Conto sem fadas

Era uma vez um ônibus que andava sacolejando, e uma garota sentada lá atrás com um livro aberto no colo. Era uma vez um sorriso capaz de iluminar um dia inteiro, sorriso que pertencia a um garoto de cabelos pretos.
Quando um dia livro e sorriso se encontraram no mesmo veículo, a dona do livro (dona não, era emprestado) se pôs a pensar.
Histórias cheias de guerras e príncipes, de nobres suseranos e vassalos fiéis, de dragões e armaduras e traições vis, de mortes honrosas porém doloridas. E nestes contos, uma donzela de vestes claras aguardando na torre seu salvador.
Histórias de campos verdes, de pastores e flores e cestos de palha, de casas de campo e vestidos rendados, sombrinhas para o passeio de barco. E nesta paisagem, uma jovem dama aguardando a carta de um cavalheiro de fraque.
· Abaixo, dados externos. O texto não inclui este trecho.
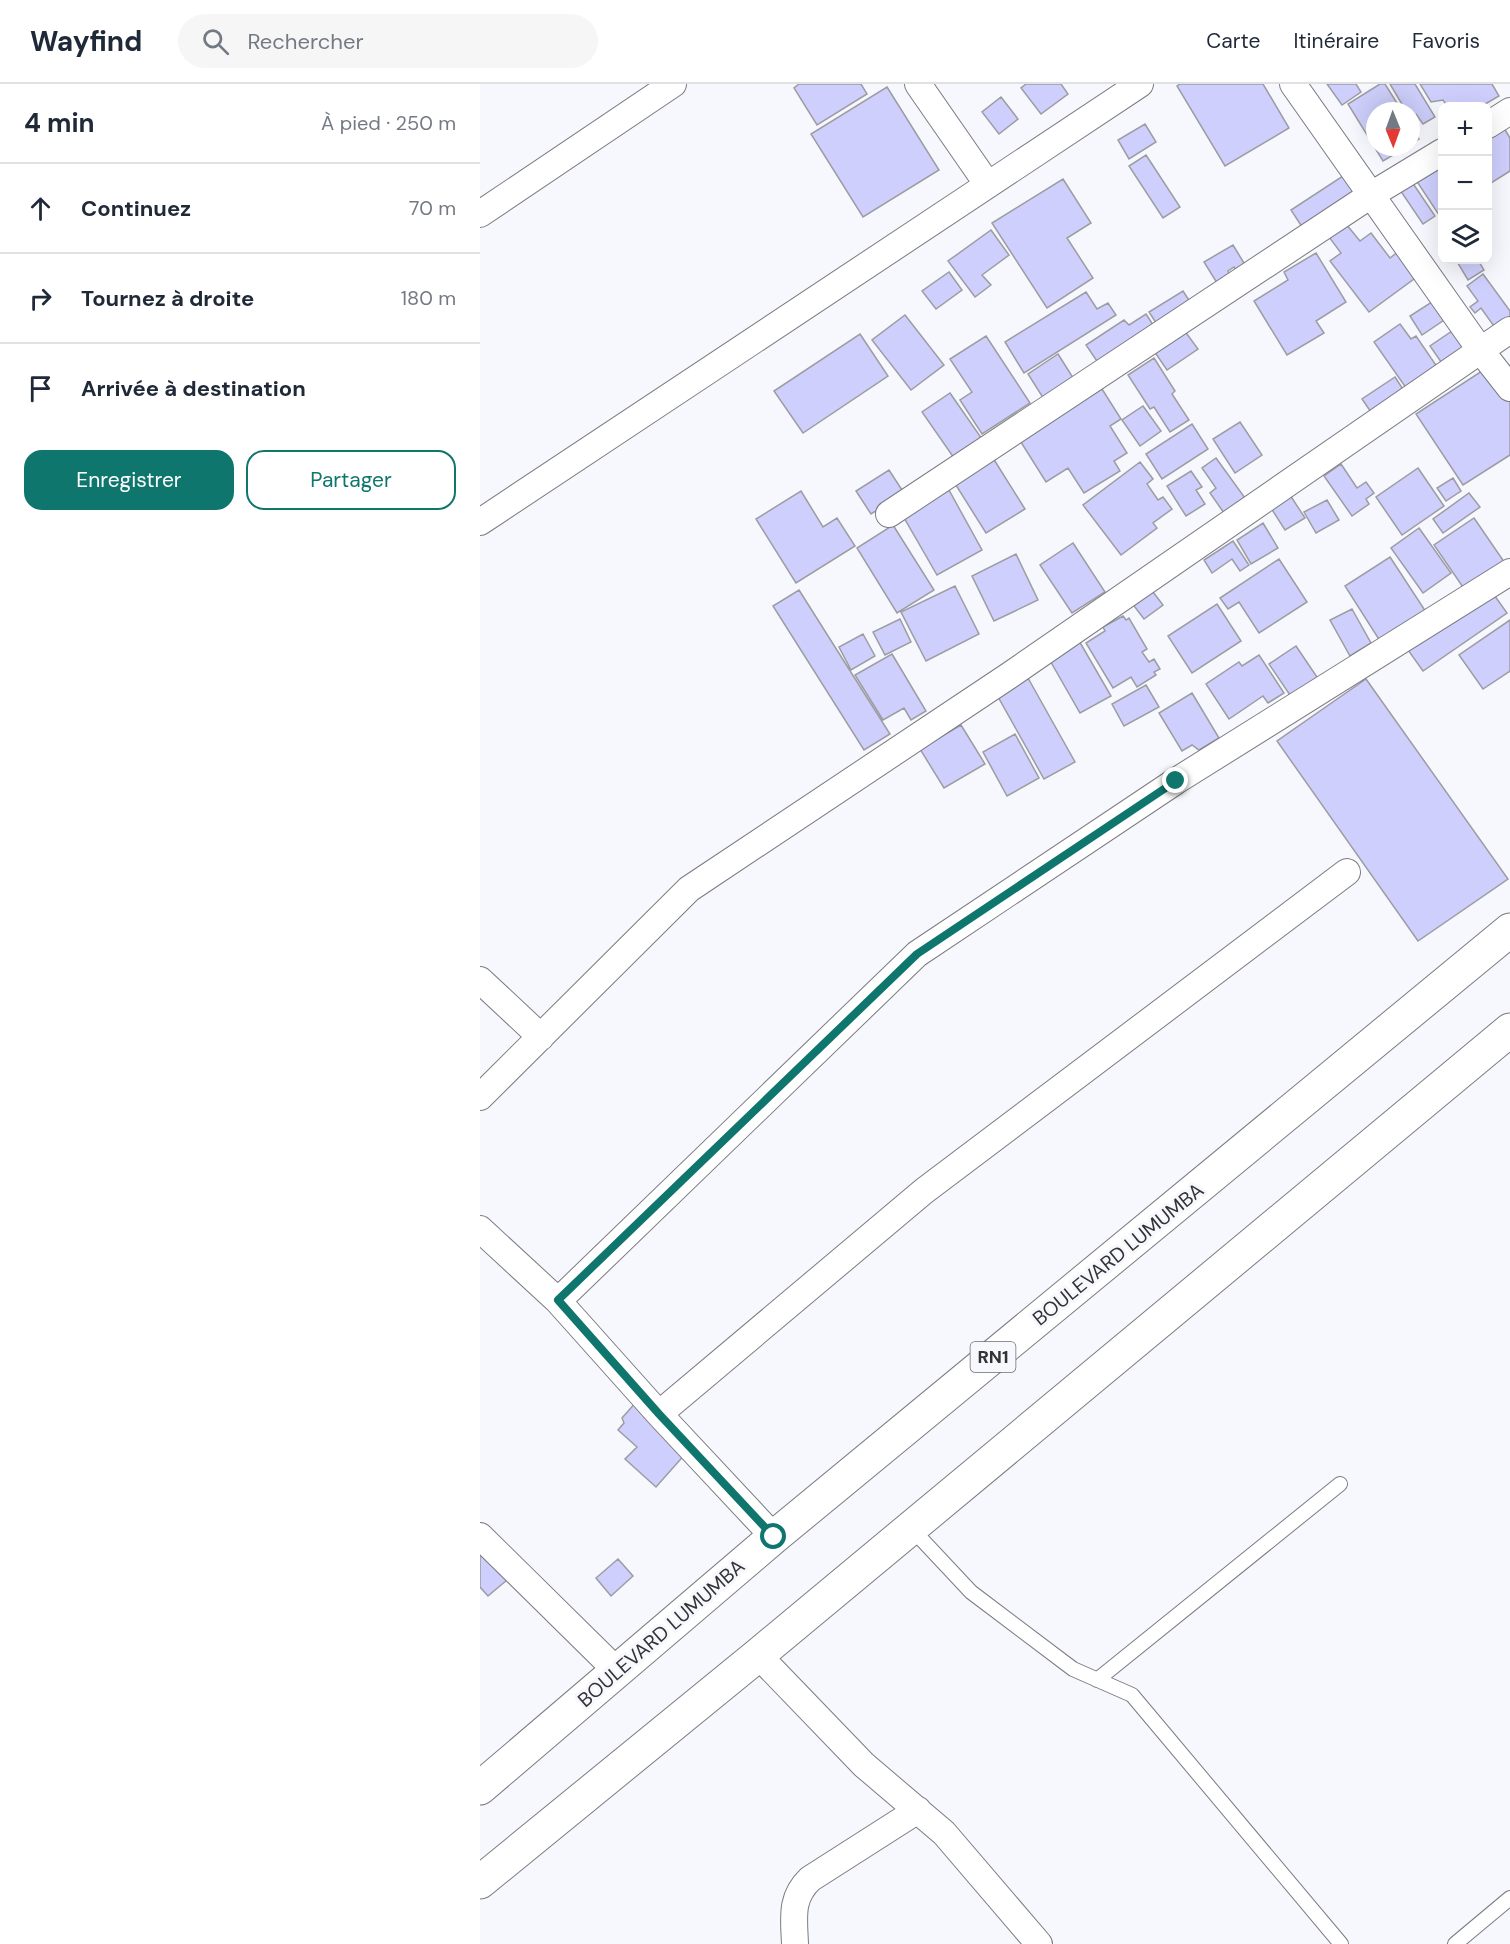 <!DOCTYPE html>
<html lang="fr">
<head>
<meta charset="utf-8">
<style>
  :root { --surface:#fff; --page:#f6f6f7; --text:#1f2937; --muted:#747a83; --line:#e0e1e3; --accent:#0f766e }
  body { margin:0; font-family:"DM Sans",sans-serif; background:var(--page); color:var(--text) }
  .controls { position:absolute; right:18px; top:18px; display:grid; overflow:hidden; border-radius:12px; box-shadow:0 6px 24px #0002 }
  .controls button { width:54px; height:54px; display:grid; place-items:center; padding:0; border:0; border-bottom:2px solid var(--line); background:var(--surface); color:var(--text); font:30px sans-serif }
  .compass { position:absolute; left:886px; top:18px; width:54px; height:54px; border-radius:50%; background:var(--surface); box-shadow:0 6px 24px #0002; rotate:179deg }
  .stop { position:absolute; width:18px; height:18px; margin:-14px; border:4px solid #0f766e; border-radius:50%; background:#fff }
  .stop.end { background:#0f766e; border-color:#fff; box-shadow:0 2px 6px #0008 }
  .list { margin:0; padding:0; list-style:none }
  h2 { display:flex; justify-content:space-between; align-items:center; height:78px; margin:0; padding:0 24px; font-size:26px }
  h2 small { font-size:20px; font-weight:400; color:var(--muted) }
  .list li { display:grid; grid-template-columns:39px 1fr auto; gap:18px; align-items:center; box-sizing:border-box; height:90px; padding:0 24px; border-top:2px solid var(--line) }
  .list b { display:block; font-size:22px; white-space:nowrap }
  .list em { font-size:20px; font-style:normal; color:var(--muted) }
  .actions { display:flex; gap:12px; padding:18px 24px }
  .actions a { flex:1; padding:14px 0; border:2px solid var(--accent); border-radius:18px; text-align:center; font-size:21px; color:var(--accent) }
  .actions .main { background:var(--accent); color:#fff }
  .icon { flex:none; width:33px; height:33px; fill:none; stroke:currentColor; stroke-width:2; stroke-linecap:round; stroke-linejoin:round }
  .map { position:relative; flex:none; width:1030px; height:1860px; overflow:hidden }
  header { display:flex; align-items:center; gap:36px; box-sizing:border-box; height:84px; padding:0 30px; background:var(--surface); border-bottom:2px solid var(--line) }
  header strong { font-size:28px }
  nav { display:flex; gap:33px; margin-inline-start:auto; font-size:21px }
  .search { width:420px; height:54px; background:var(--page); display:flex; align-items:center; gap:15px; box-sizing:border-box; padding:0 21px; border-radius:33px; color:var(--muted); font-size:22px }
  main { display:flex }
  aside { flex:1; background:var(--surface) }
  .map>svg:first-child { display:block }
  .building { fill:#cecffc; stroke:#9c9ca2; stroke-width:1.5 }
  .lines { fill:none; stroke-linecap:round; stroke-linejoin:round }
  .lane-casing { stroke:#7b7b81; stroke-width:16 }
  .street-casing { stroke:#7b7b81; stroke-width:28 }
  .highway-casing { stroke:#7b7b81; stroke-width:35 }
  .lane { stroke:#fff; stroke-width:14 }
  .street { stroke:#fff; stroke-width:26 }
  .highway { stroke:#fff; stroke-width:33 }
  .route { stroke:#0f766e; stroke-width:8 }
  .labels { text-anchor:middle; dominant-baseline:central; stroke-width:6; stroke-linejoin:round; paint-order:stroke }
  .shield { fill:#f7f7fe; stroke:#6e6e71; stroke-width:1.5 }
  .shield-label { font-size:18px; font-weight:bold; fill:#333335 }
  .street-label { font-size:20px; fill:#333335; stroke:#f7f7fe }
</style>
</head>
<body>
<header>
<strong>Wayfind</strong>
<div class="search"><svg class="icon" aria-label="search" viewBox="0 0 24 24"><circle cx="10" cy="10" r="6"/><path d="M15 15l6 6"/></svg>Rechercher</div>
<nav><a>Carte</a><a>Itinéraire</a><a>Favoris</a></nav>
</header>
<main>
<aside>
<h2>4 min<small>À pied · 250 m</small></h2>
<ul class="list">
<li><svg class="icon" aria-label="ahead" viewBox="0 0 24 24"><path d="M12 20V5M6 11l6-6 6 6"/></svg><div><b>Continuez</b></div><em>70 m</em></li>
<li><svg class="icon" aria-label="right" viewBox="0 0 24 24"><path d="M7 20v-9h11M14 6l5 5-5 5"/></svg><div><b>Tournez à droite</b></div><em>180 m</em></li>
<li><svg class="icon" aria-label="arrive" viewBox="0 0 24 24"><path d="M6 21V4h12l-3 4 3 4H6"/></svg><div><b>Arrivée à destination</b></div></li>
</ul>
<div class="actions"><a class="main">Enregistrer</a><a>Partager</a></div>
</aside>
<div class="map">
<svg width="1030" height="1860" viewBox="0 0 1030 1860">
  <rect width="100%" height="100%" fill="#f7f7fe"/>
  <path class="building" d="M319 0H381L387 10 337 41 314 4Z
    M546 0H581L588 10 561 30 541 4Z
    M700 0H783L809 44 745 82 697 2Z
    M847 0H876L881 8 862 21Z
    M900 0H905L922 27H895V63H927L903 77 868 20Z
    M910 0H935L955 33 943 40 936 30 931 34V27H926Z
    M940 0H1012L1019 12 1002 22H967L963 16 951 18Z
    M407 3 459 86 383 133 331 50Z
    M521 13 538 35 519 50 502 28Z
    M1021 39 1030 54V87L1008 101V47Z
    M665 40 676 58 649 75 638 56Z
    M931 42 939 55 931 60Z
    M666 71 700 123 683 134 649 82Z
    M962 75V129L959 131 934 93Z
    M869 88 885 111 826 149 811 126Z
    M583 95 611 139 587 154 613 194 567 224 512 139Z
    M930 95 955 132 943 140 918 103Z
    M866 140 880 157 891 149 910 174 919 167 938 192 889 228 850 177 861 169 849 153Z
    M511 146 529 171 502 191 511 201 495 213 468 177Z
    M753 161 767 184 758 189 754 183 748 187 750 191 737 199 724 178Z
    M836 169 866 218 836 237 844 249 807 271 774 217 808 196 804 188Z
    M976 176H998L1004 186 988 196Z
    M469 188 482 206 456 225 442 207Z
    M1003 190 1030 227V235L1016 245 1001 224 995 229 990 223 998 217 987 202Z
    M703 207 714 224 680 245 669 228Z
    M606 208 617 225 628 219 636 231 544 289 525 258Z
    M958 214 970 232 942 251 930 232Z
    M666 230 677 247 621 283 606 261 644 236 649 241Z
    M425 231 464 281 431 306 392 256Z
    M920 240 931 255 936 252 962 290 931 311 894 258Z
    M978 243 994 266 966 285 950 262Z
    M704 246 718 265 687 286 674 267Z
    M380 250 408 292 323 349 294 307Z
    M506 252 550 319 502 350 480 316 492 308 470 275Z
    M578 270 597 300 567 320 548 290Z
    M674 274 695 307 692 310 709 336 690 348 674 323 670 325 648 291Z
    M1008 283 1030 317V371L983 401 936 330Z
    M915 293 928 313 895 334 882 315Z
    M622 305 641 335 630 342 647 369 634 377 640 387 604 409 588 384 566 398 539 355Z
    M470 309 502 355 474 374 442 328Z
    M663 322 681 347 660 362 642 336Z
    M760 338 782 371 755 389 733 355Z
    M712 340 728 365 682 395 666 370Z
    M513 374 545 425 506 449 474 398Z
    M736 374 765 414 744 429 730 409 736 404 722 384Z
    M660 378 673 395 667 400 678 416 683 413 692 425 673 439 677 444 641 471 603 421Z
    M861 380 877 404 886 398 894 409 886 415 889 420 872 432 844 392Z
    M938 384 964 422 922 451 896 413Z
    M409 386 424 409 391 430 376 407Z
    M711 387 722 403 716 406 725 420 706 432 687 402Z
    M973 394 981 407 966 417 957 404Z
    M469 406 502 466 457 491 423 432Z
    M321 407 343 443 357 434 375 462 316 499 276 435Z
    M989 409 1000 423 963 449 953 435Z
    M810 411 825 434 805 446 791 424Z
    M847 416 859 436 836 449 824 428Z
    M994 434 1027 482 987 509 954 461Z
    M783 439 798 464 771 480 757 456Z
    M413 441 454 506 417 529 377 464Z
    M939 444 971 489 943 509 911 464Z
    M753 457 769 481 760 487 752 475 732 489 724 476Z
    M593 459 625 508 592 529 560 481Z
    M536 470 558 516 514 537 492 492Z
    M910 473 946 528 900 557 865 502Z
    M799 475 827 518 779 549 759 518 748 525 740 514Z
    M475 502 499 550 446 577 421 528Z
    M670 504 683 521 664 535 651 518Z
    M319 506 410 650 384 666 293 522Z
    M1012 508 1027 529 943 587 928 566Z
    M737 520 761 557 712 589 688 552Z
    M872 525 891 559 870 572 850 536Z
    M643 532 646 536 649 534 667 565 662 568 669 578 674 575 680 585 674 588 676 591 657 603 651 593 633 604 606 559 625 547 623 543Z
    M420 535 431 558 405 571 393 548Z
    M1030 536V587L1003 605 979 571Z
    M383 550 395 572 371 586 359 563Z
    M598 555 631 612 600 629 568 573Z
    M816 562 841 599 814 617 789 580Z
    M412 570 446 627 431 636 424 624 403 636 375 591Z
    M779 571 804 609 788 619 783 612 749 635 726 600 759 578 762 582Z
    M548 594 595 678 564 695 517 611Z
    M886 595 1028 795 938 857 797 657Z
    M666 601 679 623 644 642 632 620Z
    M712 609 739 654 719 666 712 661 702 667 679 629Z
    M481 641 505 680 464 704 440 665Z
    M535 650 559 694 527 712 503 668Z
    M157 1317 207 1368 176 1403 145 1375 157 1363 138 1346 144 1339 142 1334Z
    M3 1469 27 1496 8 1512 0 1503V1472Z
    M138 1475 153 1492 131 1512 116 1494Z"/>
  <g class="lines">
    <defs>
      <path id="lane" d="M431 1444 491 1508 593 1585 652 1611 861 1860
        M617 1596 860 1400
        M975 1860 1030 1814"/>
      <path id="street" d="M438 0 508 101
        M813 0 1001 267 1030 304
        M1008 41 1030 27
        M0 130 193 0
        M409 430 891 111 962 68
        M0 438 660 0
        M0 896 61 953
        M0 1013 209 805 530 591 1030 246
        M0 1145 78 1217 179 1330 294 1453
        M78 1217 437 870 696 697 1030 488
        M179 1330 444 1107 867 788
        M0 1452 137 1587
        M278 1571 384 1681 464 1749 559 1860
        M315 1860C314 1834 310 1814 330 1795L438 1726"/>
      <path id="highway" d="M0 1704 294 1453 1030 846
        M0 1798 278 1571 1030 946"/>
    </defs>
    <use href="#lane" class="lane-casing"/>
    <use href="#street" class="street-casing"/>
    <use href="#highway" class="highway-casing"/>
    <use href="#lane" class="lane"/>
    <use href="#street" class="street"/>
    <use href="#highway" class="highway"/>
  </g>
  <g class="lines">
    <path class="route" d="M294 1453 179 1330 78 1216 437 870 696 697"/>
  </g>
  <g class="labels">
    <rect class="shield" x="490.5" y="1258" width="45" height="30" rx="4.5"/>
    <g class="shield-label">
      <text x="513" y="1273">RN1</text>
    </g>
    <g class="street-label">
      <text transform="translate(638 1170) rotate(-39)">BOULEVARD LUMUMBA</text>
      <text transform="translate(181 1549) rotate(-41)">BOULEVARD LUMUMBA</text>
    </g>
  </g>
</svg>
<div class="controls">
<button>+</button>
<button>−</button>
<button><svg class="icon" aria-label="layers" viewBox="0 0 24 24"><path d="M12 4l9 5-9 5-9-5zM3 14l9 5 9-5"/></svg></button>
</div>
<svg class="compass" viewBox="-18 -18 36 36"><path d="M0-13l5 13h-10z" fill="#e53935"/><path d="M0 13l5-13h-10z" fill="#747a83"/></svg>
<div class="stop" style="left:294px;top:1453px"></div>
<div class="stop end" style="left:696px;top:697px"></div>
</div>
</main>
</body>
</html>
Histórias de carros voadores, sistemas de inter-comunicação e leitores ópticos, computadores minúsculos e poluição exacerbada de anos vindouros. E neste cenário, uma jovem tentando redescobrir seu sentido humano através do amor de outro jovem.
Finalmente, num sacolejo do ônibus, a realidade. Um livro encantador, a mochila pesada, o ar úmido e os ruídos em volta - imperfeição rotineira. Levantou os olhos e se deparou com o ser que inspirava seus devaneios, o encantador de corações que abrilhantava suas histórias.
Ele se levantou de onde estava e caminhou tranquilamente para se pôr perto dela. Pousou em seu rosto os olhos escuros, leu sua alma e soube, assim como ela, que estavam destinados a ser (pelo menos) bons amigos. Divagou sobre autores, questionou novelas, fez brotar nela alegria nova e êxtase momentâneo - um momento esparso, fugidio, lampejo de final feliz.
Segurou as mãos dela e sorriu novamente, riu como se ali estivessem presentes todas as alegrias da vida.
Ela fechou o livro e observou a janela. Relanceou o olhar sobre ele uma vez mais, dissipando a  possibilidade deste desfecho (quase) possível.